Implementing a mobility hub
To ensure you’re rolling out a coordinated mobility hub strategy for your community, consider first developing a comprehensive municipal-wide strategy utilizing the following considerations:
- Equitable access: Prioritize, with an equity lens, mobility hub planning and implementation to ensure the hub benefits those most in need of access.
- This could include identification of desired transportation modes, common destinations, and travel patterns, as well as community demographic analysis.
- Planning: Develop typologies for each setting, ensuring there are hubs designed for both major stations and smaller bus stops.
- Location: Identify feasible locations for potential mobility hubs.
- Engagement: Build community support and buy in.

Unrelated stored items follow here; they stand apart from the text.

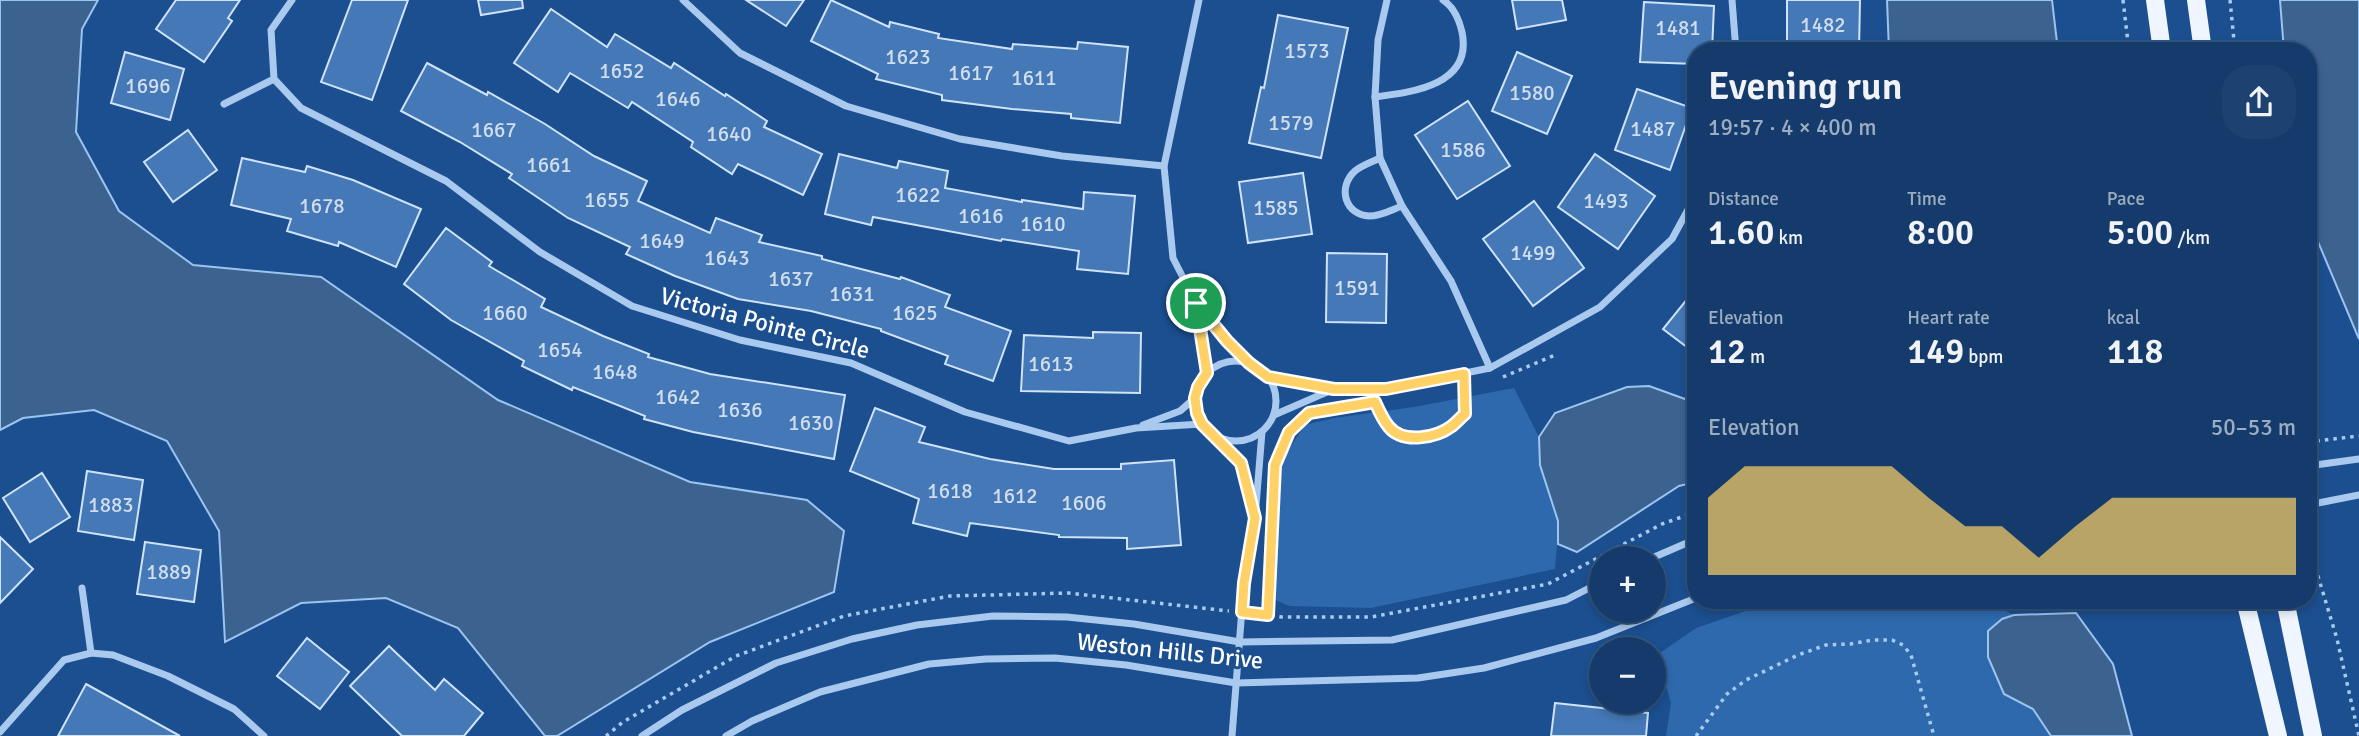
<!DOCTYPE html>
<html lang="en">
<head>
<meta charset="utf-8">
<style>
	body { margin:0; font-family:Signika,sans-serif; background:#1d4271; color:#f1f3f6; height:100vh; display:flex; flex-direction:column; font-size:26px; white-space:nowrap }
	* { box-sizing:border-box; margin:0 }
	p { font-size:23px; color:#9dadc1 }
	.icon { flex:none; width:38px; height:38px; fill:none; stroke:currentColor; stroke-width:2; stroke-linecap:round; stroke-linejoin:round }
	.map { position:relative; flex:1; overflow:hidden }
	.panel { position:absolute; left:1687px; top:42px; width:630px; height:567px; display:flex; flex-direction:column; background:#143b6b; border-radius:28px; box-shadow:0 4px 10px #0003,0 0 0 2px #33557e }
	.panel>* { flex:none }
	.buttons { position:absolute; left:1589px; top:546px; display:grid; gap:14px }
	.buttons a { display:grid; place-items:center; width:77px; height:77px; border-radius:50%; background:#143b6b; box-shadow:0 4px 10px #0003,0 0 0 2px #33557e; font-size:35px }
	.pin { position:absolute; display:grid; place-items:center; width:60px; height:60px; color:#fff; margin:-30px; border:4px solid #fff; border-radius:50%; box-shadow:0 2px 7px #0007 }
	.round { display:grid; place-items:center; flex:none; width:74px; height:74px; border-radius:28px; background:#1d4271 }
	.summary { display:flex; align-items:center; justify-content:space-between; height:119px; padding:0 21px }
	h1 { font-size:38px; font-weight:600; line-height:52px }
	.stats { display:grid; grid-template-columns:repeat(3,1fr); gap:10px; height:119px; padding:7px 21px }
	.stats div { display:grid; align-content:center }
	.stats b { font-size:35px; font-weight:600 }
	.stats small { font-size:19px; font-weight:400 }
	.stats p { font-size:19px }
	.chart { height:196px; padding:14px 21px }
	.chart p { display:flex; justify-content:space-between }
	.chart svg { width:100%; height:126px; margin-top:7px; fill:#ffd166; opacity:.7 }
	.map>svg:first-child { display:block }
</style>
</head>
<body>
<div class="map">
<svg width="2359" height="736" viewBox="0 0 2359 736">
	<rect width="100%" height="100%" fill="#1b4f8f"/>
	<g fill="#2e69ad">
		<path d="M1514 388 1539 437 1540 465 1559 521 1555 569 1371 608 1290 606 1275 600 1281 461 1305 425 1334 418 1414 407Z"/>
		<path d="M1778 600H1984L2014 615 2002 619 1988 657 2005 695 2033 709 2051 736H1666L1671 703 1657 655 1696 628Z"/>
	</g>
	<g fill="#3c6290" stroke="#9cc4f0" stroke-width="2">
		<path d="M0 0H98L82 29 76 132 119 211 193 265 321 277 498 400 690 482 807 500 844 531 834 592 710 642 557 736H545L458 628 386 598 301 603 225 642 219 531 167 441 94 410 23 418 0 430Z"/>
		<path d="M1887 0H2052L2058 51H1889Z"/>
		<path d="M2280 0H2359V339L2308 218V51H2284Z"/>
		<path d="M1649 386 1696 403V482L1679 486 1577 552 1558 544V521L1540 465 1539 437 1555 413 1627 387Z"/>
		<path d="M2076 613 2113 664 2132 736H2051L2033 709 2004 694 1988 657V631L2002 619 2014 615Z"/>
	</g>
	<g fill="#4478b7" stroke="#cfe3fa" stroke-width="2">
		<path d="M176 0H240L228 18 232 21 204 62 156 29Z"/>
		<path d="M352 0H408L372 100 321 82Z"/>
		<path d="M478 0H522L523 8 481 15Z"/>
		<path d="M746 0H804L786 26Z"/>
		<path d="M831 0 889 27 890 22 939 34 938 38 1012 49 1013 44 1077 49 1078 42 1128 47 1120 123 1071 118V114L1012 109 942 100V95L876 79 878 74 811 41Z"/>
		<path d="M1512 0H1562L1566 20 1517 29Z"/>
		<path d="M1787 0H1860L1859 51H1787Z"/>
		<path d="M1644 2 1714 6 1712 51H1696V64L1640 62Z"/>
		<path d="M551 9 607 47 615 34 671 68 674 63 725 96 726 94 767 121 764 127 822 154 803 195 738 164 732 174 691 147 693 142 632 102 628 108 570 73 558 92 514 63Z"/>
		<path d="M1278 15 1348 28 1321 158 1249 143 1261 87 1264 88Z"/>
		<path d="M125 52 184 69 170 120 111 103Z"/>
		<path d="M1517 52 1572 76 1547 134 1492 111Z"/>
		<path d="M427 63 487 95 488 92 545 124 594 156 647 181 638 201 710 233 716 218 762 235 759 242 822 256V259L900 279 901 277 950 295 945 307 1011 331 993 381 945 364 948 356 881 331V329L811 311 738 299 675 276 626 254 630 247 568 218 509 178 512 174 460 142 401 111Z"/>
		<path d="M1637 89 1692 108 1670 170 1615 150Z"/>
		<path d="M1468 101 1510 166 1457 199 1415 135Z"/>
		<path d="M188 130 217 170 173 202 144 162Z"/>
		<path d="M839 154 897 168 899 161 948 171 945 188 1022 202V200L1083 209 1084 192 1135 196 1128 274 1077 269 1079 251 1002 239 1001 241 873 217 871 225 825 214Z"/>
		<path d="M1595 154 1655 196 1618 249 1558 207Z"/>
		<path d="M242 158 305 172 307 166 353 180 421 209 396 267 339 242 338 246 287 231 291 219 231 205Z"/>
		<path d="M1303 173 1312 234 1248 243 1239 182Z"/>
		<path d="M1534 201 1584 268 1533 306 1483 239Z"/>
		<path d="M446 228 492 262 489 266 545 299 541 307 603 336 649 354 648 357 710 374 845 395 834 459 693 432 644 419 645 416 573 387 572 390 522 366 524 361 451 320 404 284Z"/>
		<path d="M1327 253 1387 254 1386 323 1326 322Z"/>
		<path d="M1696 288V354L1663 329Z"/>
		<path d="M1093 332 1141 333 1140 393 1021 391 1024 335 1093 338Z"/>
		<path d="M875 408 925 427 919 442 990 459 1054 469H1121V464L1174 460 1181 545 1127 549V538L1059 537V535L970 523 967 536 913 523 919 499 850 471Z"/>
		<path d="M87 471 143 480 134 540 78 531Z"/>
		<path d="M42 473 70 517 30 542 3 498Z"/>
		<path d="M0 537 33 569 0 603Z"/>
		<path d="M145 542 201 550 194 602 137 594Z"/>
		<path d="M307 638 349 672 320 709 277 676Z"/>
		<path d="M389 646 435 690 444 679 483 713 464 736H402L350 686Z"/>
		<path d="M86 684 180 736H58Z"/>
		<path d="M1555 703 1648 713 1646 736H1551Z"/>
	</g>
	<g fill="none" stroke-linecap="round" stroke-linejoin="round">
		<g stroke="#a9c9ee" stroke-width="3.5" stroke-dasharray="3.5 5" stroke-linecap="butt">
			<path d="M2123 0 2129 51"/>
			<path d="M2230 0 2235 51"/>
			<path d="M1503 377 1555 355"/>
			<path d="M1314 412 1365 404"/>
			<path d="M2308 442 2359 436"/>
			<path d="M2308 543 2337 639 2359 736"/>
			<path d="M1254 614 1282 617H1371L1548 584 1662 524 1696 512"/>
			<path d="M1268 615 1275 465 1288 432 1307 415"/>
			<path d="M606 736 623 722 736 656 844 616 950 596 1068 593 1229 611"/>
			<path d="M1696 736 1727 694 1746 680 1798 655 1826 645 1850 644 1873 640H1892L1903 645 1911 655 1934 736"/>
		</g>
		<path stroke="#a9c9ee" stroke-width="5" d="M1370 389C1375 402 1380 419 1390 429 1411 450 1448 430 1465 414L1464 374"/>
		<g stroke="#a9c9ee" stroke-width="7">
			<path d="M292 0 271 30 274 79 301 108 446 181 540 252 632 306 740 340 851 363 965 412 1069 441 1136 428 1202 424"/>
			<path d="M683 0 740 53 846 106 960 139 1062 156 1164 166"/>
			<path d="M1199 0 1164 166 1173 258 1196 303 1227 341 1249 363"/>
			<path d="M1387 0 1378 40 1375 97 1380 158 1402 206 1451 281 1490 368"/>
			<path d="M1732 0 1736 51"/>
			<path d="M1375 97C1413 92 1473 85 1462 32 1459 19 1454 7 1443 0"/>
			<path d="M224 104 274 79"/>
			<path d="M1380 158C1372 162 1362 165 1355 171 1337 187 1345 215 1369 216 1381 216 1391 210 1402 206"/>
			<path d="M1196 303 1207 373"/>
			<circle cx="1236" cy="401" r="40"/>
			<path d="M1268 377 1334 389H1386L1490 368 1600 307 1672 239 1696 195"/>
			<path d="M1274 415 1334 389"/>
			<path d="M1143 425 1180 411 1195 398"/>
			<path d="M1217 439 1241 463 1253 510"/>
			<path d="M2308 466 2359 459"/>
			<path d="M2308 505 2359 495"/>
			<path d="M1652 558 1696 539"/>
			<path d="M82 588 91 653"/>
			<path d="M0 732 64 660 91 653 113 655 168 676 234 709 264 736"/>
			<path d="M642 736 682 710 776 663 852 639 917 625 993 616 1067 617 1134 624 1240 642 1392 640 1566 600 1601 582"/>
			<path d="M726 736 752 721 820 692 929 664 986 659 1055 658 1126 665 1236 683 1418 678 1484 668 1596 638 1696 598"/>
			<path d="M1232 736 1244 583 1255 518 1262 432"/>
		</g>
		<g stroke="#f0f6ff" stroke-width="18">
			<path d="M2155 0 2162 51"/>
			<path d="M2196 0 2203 51"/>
			<path d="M2245 600 2278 736"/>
			<path d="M2285 600 2313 736"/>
		</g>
	</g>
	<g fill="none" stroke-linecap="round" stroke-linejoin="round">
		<defs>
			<path id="route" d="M1196 303 1227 341 1249 363 1268 377 1334 389H1386L1464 374 1465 414C1461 417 1457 422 1452 426 1436 438 1403 444 1389 427 1383 420 1379 411 1375 402L1309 413 1289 432 1275 465 1268 615 1242 612 1244 583 1255 518 1241 463 1202 424 1197 413 1195 398 1198 387 1207 373Z"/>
		</defs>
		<use href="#route" stroke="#fff" stroke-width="14"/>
		<use href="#route" stroke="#ffd166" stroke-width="9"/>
	</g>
	<g text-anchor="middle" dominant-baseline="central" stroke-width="6" stroke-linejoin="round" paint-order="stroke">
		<g font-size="21" fill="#d0dded">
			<text x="1823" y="25">1482</text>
			<text x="1678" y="28">1481</text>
			<text x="1307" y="51">1573</text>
			<text x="908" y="57">1623</text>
			<text x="622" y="71">1652</text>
			<text x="971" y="73">1617</text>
			<text x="1034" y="78">1611</text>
			<text x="148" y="86">1696</text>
			<text x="1532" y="93">1580</text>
			<text x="678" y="99">1646</text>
			<text x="1291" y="123">1579</text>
			<text x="1653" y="129">1487</text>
			<text x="494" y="130">1667</text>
			<text x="729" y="134">1640</text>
			<text x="1463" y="150">1586</text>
			<text x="549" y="165">1661</text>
			<text x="918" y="195">1622</text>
			<text x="607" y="200">1655</text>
			<text x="1606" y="201">1493</text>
			<text x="322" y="206">1678</text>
			<text x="1276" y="208">1585</text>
			<text x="981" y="216">1616</text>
			<text x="1043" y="224">1610</text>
			<text x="662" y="241">1649</text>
			<text x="1533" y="253">1499</text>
			<text x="727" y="258">1643</text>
			<text x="791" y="279">1637</text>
			<text x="1357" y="288">1591</text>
			<text x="852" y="294">1631</text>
			<text x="505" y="313">1660</text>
			<text x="915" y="313">1625</text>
			<text x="560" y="350">1654</text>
			<text x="1051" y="364">1613</text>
			<text x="615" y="372">1648</text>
			<text x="678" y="397">1642</text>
			<text x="740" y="410">1636</text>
			<text x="811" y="423">1630</text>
			<text x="950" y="491">1618</text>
			<text x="1015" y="496">1612</text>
			<text x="1084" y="503">1606</text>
			<text x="111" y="505">1883</text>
			<text x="169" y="572">1889</text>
		</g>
		<g font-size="24" fill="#fff" stroke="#1b4f8f">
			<text transform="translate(765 323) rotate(15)">Victoria Pointe Circle</text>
			<text transform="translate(1170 651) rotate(6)">Weston Hills Drive</text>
		</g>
	</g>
</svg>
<div class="buttons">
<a>+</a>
<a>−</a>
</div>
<div class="pin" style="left:1196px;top:303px;background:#1e9e55"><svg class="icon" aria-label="arrive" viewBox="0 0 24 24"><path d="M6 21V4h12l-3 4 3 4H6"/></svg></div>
<section class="panel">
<div class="summary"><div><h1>Evening run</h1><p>19:57 · 4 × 400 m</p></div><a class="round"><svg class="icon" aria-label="share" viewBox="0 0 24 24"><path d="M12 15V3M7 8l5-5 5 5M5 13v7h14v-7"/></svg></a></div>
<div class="stats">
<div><p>Distance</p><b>1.60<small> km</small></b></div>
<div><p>Time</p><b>8:00</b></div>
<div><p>Pace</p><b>5:00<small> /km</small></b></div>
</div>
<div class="stats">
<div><p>Elevation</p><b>12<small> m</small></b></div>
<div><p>Heart rate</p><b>149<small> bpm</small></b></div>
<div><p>kcal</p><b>118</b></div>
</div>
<div class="chart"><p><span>Elevation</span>50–53 m</p>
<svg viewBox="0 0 160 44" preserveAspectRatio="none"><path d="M0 44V17L10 6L20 6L30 6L40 6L50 6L60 17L70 27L80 27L90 38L100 27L110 17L120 17L130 17L140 17L150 17L160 17V44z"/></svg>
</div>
</section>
</div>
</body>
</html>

- Funding and coordination: Connect with regional partners, such as transit operators, Metropolitan Planning Organizations, and county Departments of Transportation to obtain and apply a diverse array of funding sources.
- Other best practices: Utilize best practices identified in pilot programs to roll out a mobility hub strategy.
Once your mobility hub strategy is determined, you can begin building individual hubs, in the order of priority, utilizing the following steps:
- 1. Advance pilot projects in various settings to find successful solutions.
- 2. Convene necessary partners and agencies with an interest in the location, especially transit agencies and the agency with roadway jurisdiction.
- 3. Conduct a site selection process.
- 4. Design conceptual site plans implementing the developed typologies.
- 5. Obtain feedback from the community, adjacent landowners, and partnering agencies.
- 6. Develop a strategy for activating any public gathering space that includes ongoing operations and maintenance.
- 7. Preliminary engineering for environmental considerations.
- 8. Design engineering and construction.